[[ INPUT DATA, beginning ]]
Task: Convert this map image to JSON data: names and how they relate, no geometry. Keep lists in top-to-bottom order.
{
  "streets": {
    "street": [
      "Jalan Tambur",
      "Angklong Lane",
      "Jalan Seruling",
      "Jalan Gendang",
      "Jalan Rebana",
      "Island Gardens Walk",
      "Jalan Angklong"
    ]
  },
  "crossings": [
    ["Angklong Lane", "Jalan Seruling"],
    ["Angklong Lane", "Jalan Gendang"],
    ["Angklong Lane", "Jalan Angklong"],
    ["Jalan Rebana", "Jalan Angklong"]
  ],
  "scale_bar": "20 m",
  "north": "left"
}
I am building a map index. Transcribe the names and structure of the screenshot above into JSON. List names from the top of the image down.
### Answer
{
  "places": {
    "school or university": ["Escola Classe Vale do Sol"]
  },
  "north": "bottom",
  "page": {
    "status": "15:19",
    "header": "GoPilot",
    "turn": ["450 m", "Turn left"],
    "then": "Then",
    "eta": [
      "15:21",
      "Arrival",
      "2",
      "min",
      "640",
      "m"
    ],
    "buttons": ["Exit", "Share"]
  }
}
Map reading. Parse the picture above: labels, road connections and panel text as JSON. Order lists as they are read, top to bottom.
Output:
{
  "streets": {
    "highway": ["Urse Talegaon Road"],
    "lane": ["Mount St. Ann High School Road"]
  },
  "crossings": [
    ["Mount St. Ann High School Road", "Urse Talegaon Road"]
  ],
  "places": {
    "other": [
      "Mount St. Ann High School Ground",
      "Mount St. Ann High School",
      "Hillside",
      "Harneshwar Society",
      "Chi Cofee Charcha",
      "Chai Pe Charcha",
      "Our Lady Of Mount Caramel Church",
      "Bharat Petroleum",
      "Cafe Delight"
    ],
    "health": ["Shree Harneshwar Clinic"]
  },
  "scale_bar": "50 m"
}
[[ INPUT DATA, end ]]
> **WORK TASK**
Each line in the records above must be returned exactly as it stands.

> **OUTPUT FOR THIS EXERCISE**
Task: Convert this map image to JSON data: names and how they relate, no geometry. Keep lists in top-to-bottom order.
{
  "streets": {
    "street": [
      "Jalan Tambur",
      "Angklong Lane",
      "Jalan Seruling",
      "Jalan Gendang",
      "Jalan Rebana",
      "Island Gardens Walk",
      "Jalan Angklong"
    ]
  },
  "crossings": [
    ["Angklong Lane", "Jalan Seruling"],
    ["Angklong Lane", "Jalan Gendang"],
    ["Angklong Lane", "Jalan Angklong"],
    ["Jalan Rebana", "Jalan Angklong"]
  ],
  "scale_bar": "20 m",
  "north": "left"
}
I am building a map index. Transcribe the names and structure of the screenshot above into JSON. List names from the top of the image down.
### Answer
{
  "places": {
    "school or university": ["Escola Classe Vale do Sol"]
  },
  "north": "bottom",
  "page": {
    "status": "15:19",
    "header": "GoPilot",
    "turn": ["450 m", "Turn left"],
    "then": "Then",
    "eta": [
      "15:21",
      "Arrival",
      "2",
      "min",
      "640",
      "m"
    ],
    "buttons": ["Exit", "Share"]
  }
}
Map reading. Parse the picture above: labels, road connections and panel text as JSON. Order lists as they are read, top to bottom.
Output:
{
  "streets": {
    "highway": ["Urse Talegaon Road"],
    "lane": ["Mount St. Ann High School Road"]
  },
  "crossings": [
    ["Mount St. Ann High School Road", "Urse Talegaon Road"]
  ],
  "places": {
    "other": [
      "Mount St. Ann High School Ground",
      "Mount St. Ann High School",
      "Hillside",
      "Harneshwar Society",
      "Chi Cofee Charcha",
      "Chai Pe Charcha",
      "Our Lady Of Mount Caramel Church",
      "Bharat Petroleum",
      "Cafe Delight"
    ],
    "health": ["Shree Harneshwar Clinic"]
  },
  "scale_bar": "50 m"
}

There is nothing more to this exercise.